Like all species, grasses such as maize, rice, wheat, oats and barley contain genes encoding information that determines the amino acid sequence of all the proteins that plant synthesizes to germinate, grow and reproduce. All genes in an organism use a simple, four-letter alphabet (A, C, G, T) to make three-letter words (codons) to specify each amino acid of a protein. There is redundancy in this genetic code with multiple, similar codons often coding for the same amino acid. In the DNA, the overall G+C content of genes within any given species is often very similar. However, in grass species there are high-GC and low-GC genes, and there is evidence that high-GC and low-GC genes may be transcribed from DNA into RNA and translated from RNA into protein differently. This project will test whether proteins from high-GC and low-GC genes are transcribed and translated with equal efficiency and, specifically, whether that differential regulation is used when responding to heat, cold and drought stress. This work will also discover rules about codon usage and protein synthesis that can be used to design transgenes for efficient protein production. Finally, current gene prediction software does not account for the high-GC and low-GC genes found in grasses. This project will create a new gene prediction program that will more accurately predict genes in grasses. Better gene prediction will benefit the larger community of plant researchers, including those who work with economically important grasses such as maize, rice, wheat, oats and barley.

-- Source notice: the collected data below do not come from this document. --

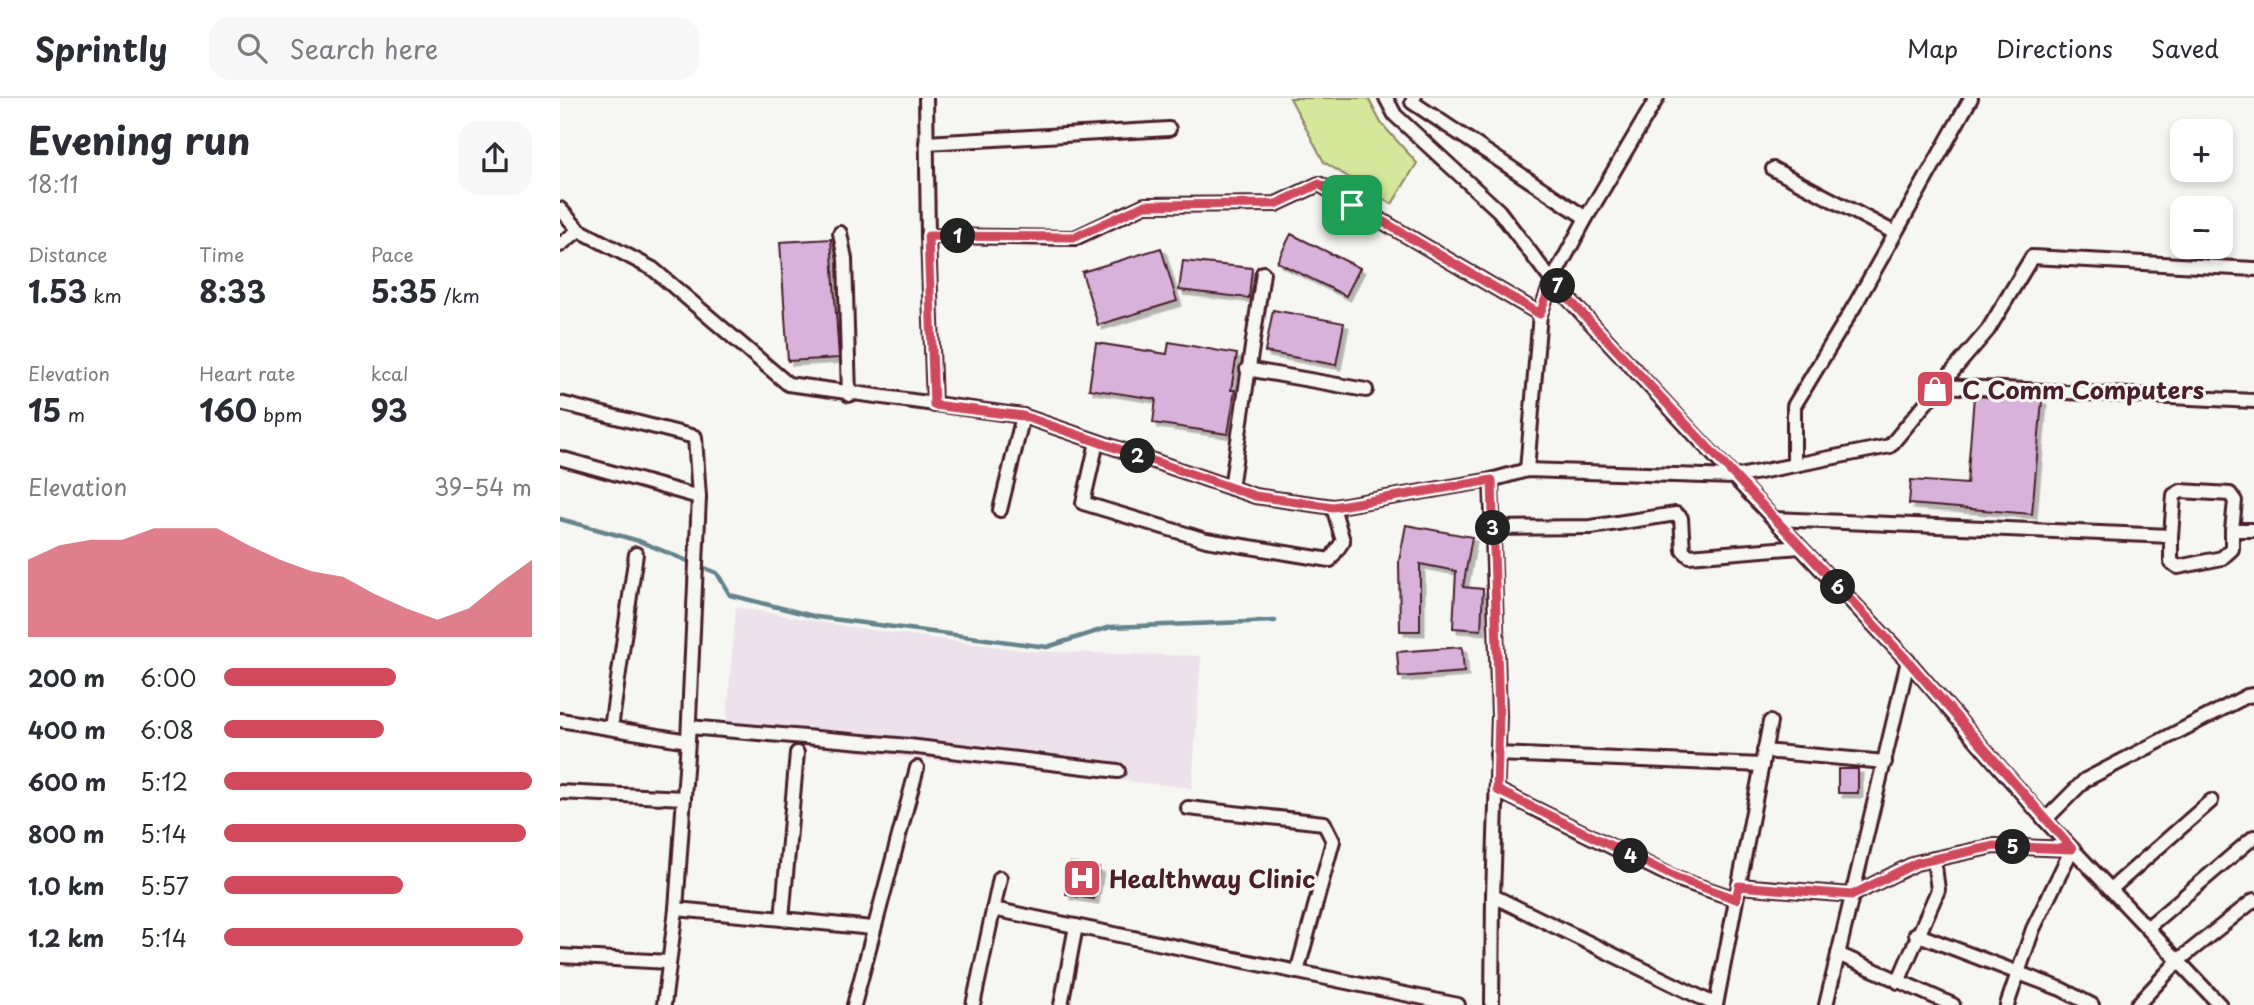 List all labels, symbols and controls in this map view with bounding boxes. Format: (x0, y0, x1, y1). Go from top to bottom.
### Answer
search box (209, 17, 699, 80)
text: Sprintly (35, 23, 167, 73)
icon: search (233, 29, 271, 67)
text: Search here (289, 29, 438, 68)
text: Map (1907, 30, 1958, 66)
text: Directions (1996, 30, 2113, 66)
text: Saved (2151, 30, 2219, 66)
text: Evening run (28, 111, 250, 168)
map controls (2170, 119, 2233, 259)
button: + (2170, 119, 2233, 182)
button: share (458, 121, 532, 195)
text: 18:11 (28, 166, 79, 201)
pin (1322, 175, 1382, 235)
icon: arrive (1333, 186, 1371, 224)
button: − (2170, 196, 2233, 259)
pin: 1 (940, 218, 976, 254)
text: 1 (953, 221, 962, 249)
text: Distance (28, 240, 108, 268)
text: Time (199, 240, 244, 268)
text: Pace (371, 240, 414, 268)
text: 1.53 (28, 268, 87, 313)
text: 8:33 (199, 268, 266, 313)
text: 5:35 (371, 268, 437, 313)
pin: 7 (1541, 268, 1576, 304)
text: 7 (1552, 271, 1563, 299)
text: km (87, 281, 122, 309)
text: /km (437, 281, 480, 309)
text: Elevation (28, 359, 110, 387)
text: Heart rate (199, 359, 295, 387)
text: kcal (371, 359, 409, 387)
shop icon: C Comm Computers (1914, 368, 1956, 410)
place label: C Comm Computers (1962, 371, 2204, 407)
text: 15 (28, 387, 62, 432)
text: 160 (199, 387, 257, 432)
text: 93 (371, 387, 408, 432)
text: m (62, 400, 85, 428)
text: bpm (257, 400, 303, 428)
pin: 2 (1120, 438, 1156, 474)
text: 2 (1131, 441, 1144, 469)
text: Elevation (28, 469, 127, 504)
text: 39–54 m (434, 469, 532, 504)
pin: 3 (1476, 510, 1510, 546)
text: 3 (1486, 513, 1499, 541)
pin: 6 (1820, 570, 1856, 604)
text: 6 (1831, 572, 1844, 600)
text: 200 m (28, 660, 105, 695)
text: 6:00 (140, 660, 196, 695)
text: 400 m (28, 712, 106, 747)
text: 6:08 (140, 712, 194, 747)
text: 600 m (28, 764, 106, 799)
text: 5:12 (140, 764, 188, 799)
text: 800 m (28, 816, 105, 851)
text: 5:14 (140, 816, 187, 851)
pin: 5 (1996, 830, 2030, 864)
text: 5 (2006, 832, 2019, 860)
pin: 4 (1614, 838, 1648, 874)
text: 4 (1624, 841, 1637, 869)
hospital icon: Healthway Clinic (1061, 857, 1103, 899)
place label: Healthway Clinic (1109, 860, 1315, 896)
text: 1.0 km (28, 868, 105, 903)
text: 5:57 (140, 868, 189, 903)
text: 1.2 km (28, 920, 104, 955)
text: 5:14 (140, 920, 187, 955)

Grass genes have a bimodal GC distribution and a significant 5' to 3' GC gradient. Little is known about the consequence of such variation on gene and protein expression. High gene GC content and strong negative 5' to 3' gradients in grasses strongly affect codon usage bias. It is possible that both GC biased gene conversion and codon usage bias are important in shaping the unusual GC features that are found in grass genes. GC biased gene conversion may help to move gene mutation towards a particular codon usage program, and then selection on that codon bias may maintain a gene's GC content and gradient. GC biased gene conversion in rice will be examined. Transcriptional and translational characteristics of native and transgenes that differ only in their GC content will also be studied in rice. Translational efficiency may also be affected by regulation of tRNAs in a tissue or condition-specific manner. Therefore, regulation of tRNAs will be examined to determine if changes in tRNA abundances affect protein translational efficiency. Recent published data indicate that due to the variation of GC content in grass genes, a notable number of genes in grasses have been missed or mis-annotated by existing gene finders. A new gene prediction tool that accounts for grass bimodal GC distribution will be designed to improve gene annotation in grasses. The results from this project will provide novel insights into gene evolution in grasses as well as important guidance for crop improvement via genetic modification.
This award reflects NSF's statutory mission and has been deemed worthy of support through evaluation using the Foundation's intellectual merit and broader impacts review criteria.